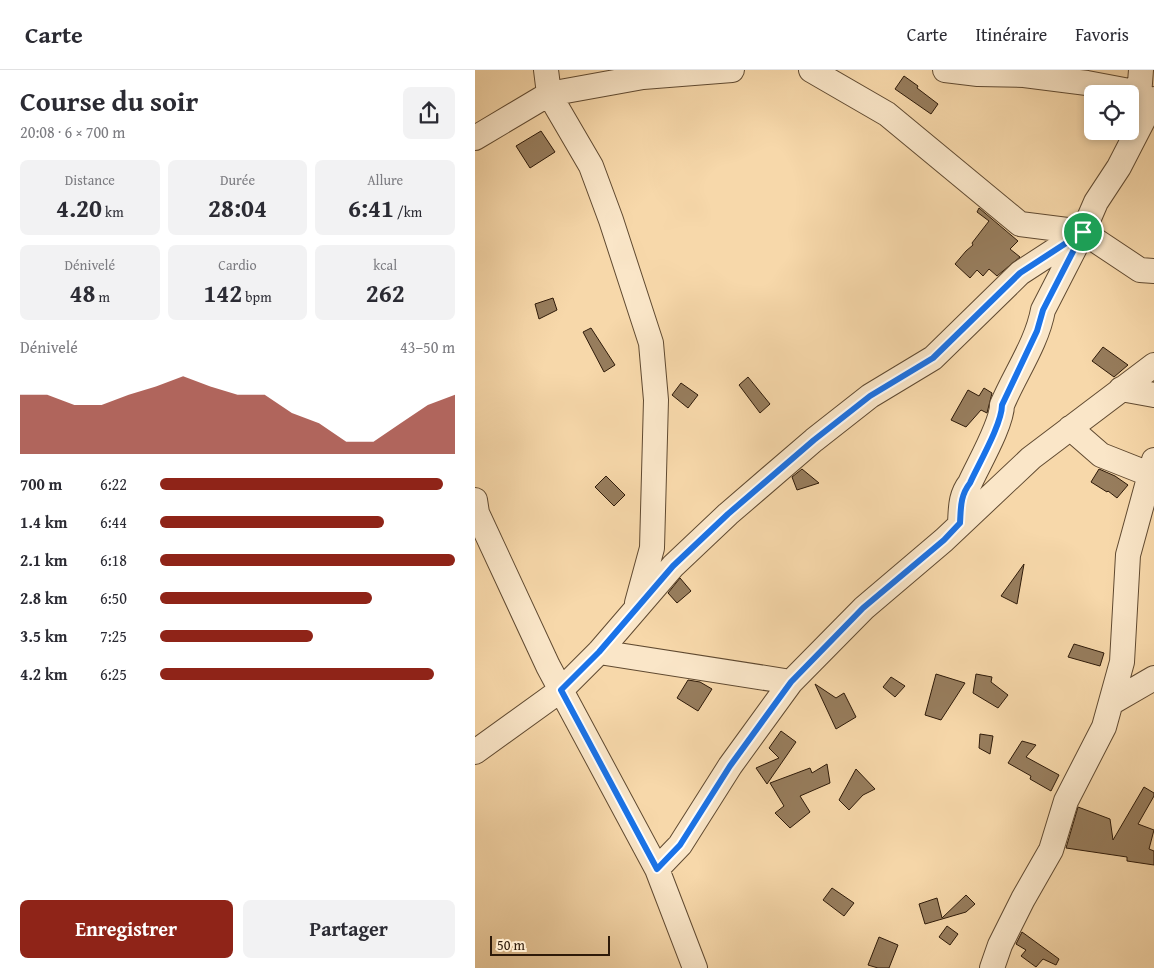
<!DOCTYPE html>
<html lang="fr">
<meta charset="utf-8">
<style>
:root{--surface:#fff;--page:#f2f2f3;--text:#2b2b33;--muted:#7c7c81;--line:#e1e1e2;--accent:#8f2418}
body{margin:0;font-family:"Gentium Book Plus",serif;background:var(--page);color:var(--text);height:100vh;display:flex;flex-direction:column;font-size:19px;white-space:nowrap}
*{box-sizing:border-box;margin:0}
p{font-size:16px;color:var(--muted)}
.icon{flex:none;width:28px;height:28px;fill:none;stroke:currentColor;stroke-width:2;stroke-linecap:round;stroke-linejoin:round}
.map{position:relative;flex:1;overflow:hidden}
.details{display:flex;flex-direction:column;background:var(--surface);width:475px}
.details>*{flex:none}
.tools{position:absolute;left:609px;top:15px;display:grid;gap:10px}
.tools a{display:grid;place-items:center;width:55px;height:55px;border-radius:8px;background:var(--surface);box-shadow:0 2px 8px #0003;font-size:25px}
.scale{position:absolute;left:15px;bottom:12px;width:120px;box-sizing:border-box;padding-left:5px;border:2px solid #2e1a09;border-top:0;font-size:14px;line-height:18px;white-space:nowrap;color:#2e1a09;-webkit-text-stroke:4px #fae6c8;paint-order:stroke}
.pin{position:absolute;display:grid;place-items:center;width:42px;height:42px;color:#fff;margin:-21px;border:2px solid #fff;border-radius:50%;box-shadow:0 1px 5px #0007}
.round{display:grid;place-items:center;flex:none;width:52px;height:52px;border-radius:8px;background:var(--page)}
.summary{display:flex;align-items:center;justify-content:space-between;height:85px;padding:0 20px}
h1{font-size:28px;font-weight:700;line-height:38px}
.stats{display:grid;grid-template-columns:repeat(3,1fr);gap:8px;height:85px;padding:5px 20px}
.stats div{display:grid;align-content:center;border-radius:8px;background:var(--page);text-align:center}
.stats b{font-size:25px;font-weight:700}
.stats small{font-size:14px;font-weight:400}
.stats p{font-size:14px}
.chart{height:140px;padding:10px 20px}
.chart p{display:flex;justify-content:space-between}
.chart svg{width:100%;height:90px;margin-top:5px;fill:var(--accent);opacity:.7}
.button{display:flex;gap:10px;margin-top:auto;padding:10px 20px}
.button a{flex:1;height:58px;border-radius:8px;background:var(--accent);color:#fff;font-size:20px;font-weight:700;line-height:58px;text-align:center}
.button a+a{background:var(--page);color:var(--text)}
ul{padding:0 20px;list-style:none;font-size:16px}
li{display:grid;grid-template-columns:80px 60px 1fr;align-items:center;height:38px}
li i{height:12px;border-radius:6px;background:var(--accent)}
header{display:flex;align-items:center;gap:30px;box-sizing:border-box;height:70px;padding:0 25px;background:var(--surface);border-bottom:1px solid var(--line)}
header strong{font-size:24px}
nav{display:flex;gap:28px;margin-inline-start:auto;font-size:18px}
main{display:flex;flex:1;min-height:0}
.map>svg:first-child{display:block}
</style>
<header>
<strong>Carte</strong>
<nav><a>Carte</a><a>Itinéraire</a><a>Favoris</a></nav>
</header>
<main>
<section class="details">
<div class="summary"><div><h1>Course du soir</h1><p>20:08 · 6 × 700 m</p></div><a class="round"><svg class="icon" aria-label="share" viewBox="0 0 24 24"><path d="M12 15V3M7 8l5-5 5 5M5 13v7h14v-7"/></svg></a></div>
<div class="stats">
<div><p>Distance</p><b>4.20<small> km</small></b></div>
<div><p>Durée</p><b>28:04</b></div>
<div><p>Allure</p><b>6:41<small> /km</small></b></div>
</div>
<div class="stats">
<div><p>Dénivelé</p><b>48<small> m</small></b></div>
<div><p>Cardio</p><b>142<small> bpm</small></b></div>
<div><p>kcal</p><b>262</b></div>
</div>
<div class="chart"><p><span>Dénivelé</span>43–50 m</p>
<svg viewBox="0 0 160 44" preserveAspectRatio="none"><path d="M0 44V15L10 15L20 20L30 20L40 15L50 11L60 6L70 11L80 15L90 15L100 24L110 29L120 38L130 38L140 29L150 20L160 15V44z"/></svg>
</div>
<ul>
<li><b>700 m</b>6:22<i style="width:96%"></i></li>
<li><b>1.4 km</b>6:44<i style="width:76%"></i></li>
<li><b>2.1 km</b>6:18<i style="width:100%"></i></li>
<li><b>2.8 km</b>6:50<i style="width:72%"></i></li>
<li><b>3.5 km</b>7:25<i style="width:52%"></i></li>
<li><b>4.2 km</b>6:25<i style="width:93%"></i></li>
</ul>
<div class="button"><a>Enregistrer</a><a>Partager</a></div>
</section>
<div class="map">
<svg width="679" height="898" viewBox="0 0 679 898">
<rect width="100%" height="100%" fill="#f7d8aa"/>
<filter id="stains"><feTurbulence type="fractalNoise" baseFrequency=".004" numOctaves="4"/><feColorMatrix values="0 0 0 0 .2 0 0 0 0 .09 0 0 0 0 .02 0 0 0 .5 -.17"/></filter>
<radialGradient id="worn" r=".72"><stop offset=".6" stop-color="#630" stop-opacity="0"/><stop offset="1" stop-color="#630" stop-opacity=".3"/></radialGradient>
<path fill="#977d5d" stroke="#2e1a09" d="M429 6 443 16 442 18 463 34 456 44 420 19Z
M66 61 80 82 55 98 41 76Z
M504 138 543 171 535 179 545 187 522 206 514 199 508 206 502 200 495 208 480 194 491 181 498 175 497 173 514 151 502 142Z
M78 228 82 240 64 249 60 234Z
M116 258 140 295 129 302 108 262Z
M628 277 653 295 639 307 617 291Z
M273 307 295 334 285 343 264 315Z
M206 313 223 325 213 338 197 325Z
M509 318 517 323 512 343 506 340 491 357 476 350 493 320 504 326Z
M327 399 344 413 322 420 317 407Z
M624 399 640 406 653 415 642 428 633 421 632 422 616 412Z
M131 406 150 425 139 436 120 417Z
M549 494 542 534 526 526Z
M205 508 216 521 202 533 193 523Z
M599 574 629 583 625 596 593 587Z
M461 604 490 613 466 650 450 645Z
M501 604 517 607 516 612 533 625 523 638 498 623Z
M416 607 430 616 420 627 408 617Z
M213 610 225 612 237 619 223 641 202 628Z
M340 614 361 628 369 623 381 647 361 659Z
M306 661 321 672 292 714 281 698 304 688 294 678Z
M505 664 518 666 515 684 504 678Z
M547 671 561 675 551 687 584 705 576 721 555 709 556 706 533 693Z
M352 694 355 713 325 726 335 742 315 758 300 743 309 736 295 713 335 698 337 703Z
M381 699 400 719 388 725 374 740 364 730Z
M669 717 679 723V726L663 754 679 760 674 779 679 781V795L652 791V787L591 778 603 737 635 749 638 770Z
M357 818 379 833 369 846 348 830Z
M491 825 500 834 491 842 450 854 444 834 462 828 467 848Z
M472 856 483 864 475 875 464 867Z
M547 862 584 889 581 895 568 889 561 897 546 886 551 880 541 874Z
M404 867 423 875 414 898H403L393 895Z"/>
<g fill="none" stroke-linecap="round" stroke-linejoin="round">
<g stroke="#604a31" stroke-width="26">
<path id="minor" d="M71 0 74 24 116 96 136 150 176 273 181 330 177 478 162 533
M336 0 412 44 545 154 608 162 665 200 679 201
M470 0 503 4 549 5 612 13 665 23
M663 38 666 0
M0 68 74 24 168 7 257 0
M646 319 679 325
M595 358 626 385 679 406
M0 430 2 443 73 596 182 799 220 898
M485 453C486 438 485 426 495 413 503 395 527 354 527 335 540 304 562 273 568 240L608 162 621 132 644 97 679 29
M124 582 316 612
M636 633 679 608
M0 682 86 620 124 582 198 496 253 444 339 370 395 326 458 288 545 203 608 162
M182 799 205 775 255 696 316 612 389 538 469 470 556 388 679 295
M517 898 525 875 548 829 576 780 591 731 629 657 647 592 653 485 679 390"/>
</g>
<use href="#minor" stroke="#fae6c8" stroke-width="24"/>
</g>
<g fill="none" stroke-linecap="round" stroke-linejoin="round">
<g stroke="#fff" stroke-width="10">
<path id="route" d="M608 162 568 240 562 261 527 335C527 354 503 395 495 413 485 426 486 438 485 453L469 470 388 538 316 612 255 696 205 775 182 799 86 620 124 582 198 496 253 444 339 370 395 326 458 288 545 203Z"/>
</g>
<use href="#route" stroke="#1a73e8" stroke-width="6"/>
</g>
<rect width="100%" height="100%" filter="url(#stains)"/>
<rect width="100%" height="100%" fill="url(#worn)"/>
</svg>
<div class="tools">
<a><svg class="icon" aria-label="locate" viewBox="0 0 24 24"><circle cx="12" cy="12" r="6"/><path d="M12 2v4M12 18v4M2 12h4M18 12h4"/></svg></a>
</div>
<div class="scale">50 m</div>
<div class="pin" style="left:608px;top:162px;background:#1e9e55"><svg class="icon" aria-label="arrive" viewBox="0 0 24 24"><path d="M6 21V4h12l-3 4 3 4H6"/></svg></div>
</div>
</main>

○ ○ ○ ○

Work order:
Determine how many lines of the records contain the word "direction". Reply with the number by itself.

Output below:
2